What is expected: Word for word, copy all the data and drop the pictures.

Data block:
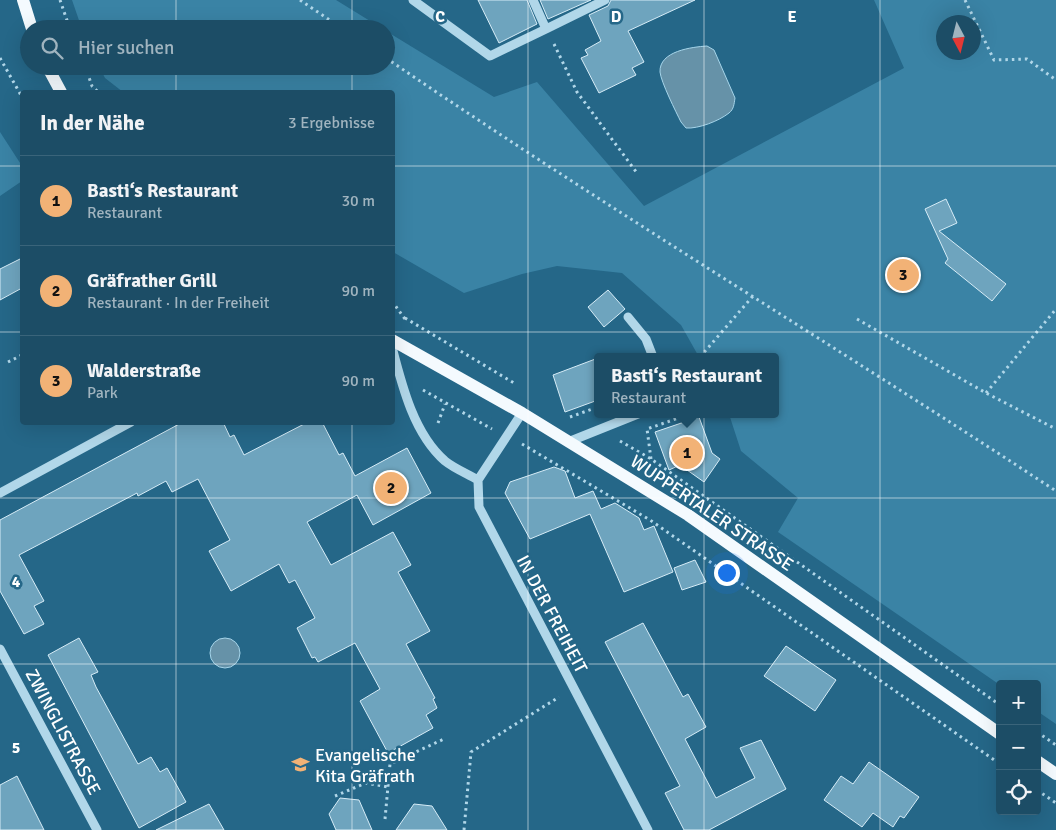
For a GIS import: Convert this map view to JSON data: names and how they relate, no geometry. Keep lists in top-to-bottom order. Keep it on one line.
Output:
{"streets":{"main road":["WUPPERTALER STRASSE"],"street":["IN DER FREIHEIT","ZWINGLISTRASSE"]},"places":{"school or university":["Evangelische Kita Gräfrath"]},"north":"bottom","page":{"search":"Hier suchen","heading":["In der Nähe","3 Ergebnisse"],"list":[{"mark":"1","name":"Basti‘s Restaurant","note":"Restaurant","value":"30 m"},{"mark":"2","name":"Gräfrather Grill","note":"Restaurant · In der Freiheit","value":"90 m"},{"mark":"3","name":"Walderstraße","note":"Park","value":"90 m"}],"pins":["3","1","2"],"popup":["Basti‘s Restaurant","Restaurant"],"map_buttons":["+","−"]},"grid":{"columns":["C","D","E"],"rows":["4","5"]}}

Solution to the exercise:
For a GIS import: Convert this map view to JSON data: names and how they relate, no geometry. Keep lists in top-to-bottom order. Keep it on one line.
Output:
{"streets":{"main road":["WUPPERTALER STRASSE"],"street":["IN DER FREIHEIT","ZWINGLISTRASSE"]},"places":{"school or university":["Evangelische Kita Gräfrath"]},"north":"bottom","page":{"search":"Hier suchen","heading":["In der Nähe","3 Ergebnisse"],"list":[{"mark":"1","name":"Basti‘s Restaurant","note":"Restaurant","value":"30 m"},{"mark":"2","name":"Gräfrather Grill","note":"Restaurant · In der Freiheit","value":"90 m"},{"mark":"3","name":"Walderstraße","note":"Park","value":"90 m"}],"pins":["3","1","2"],"popup":["Basti‘s Restaurant","Restaurant"],"map_buttons":["+","−"]},"grid":{"columns":["C","D","E"],"rows":["4","5"]}}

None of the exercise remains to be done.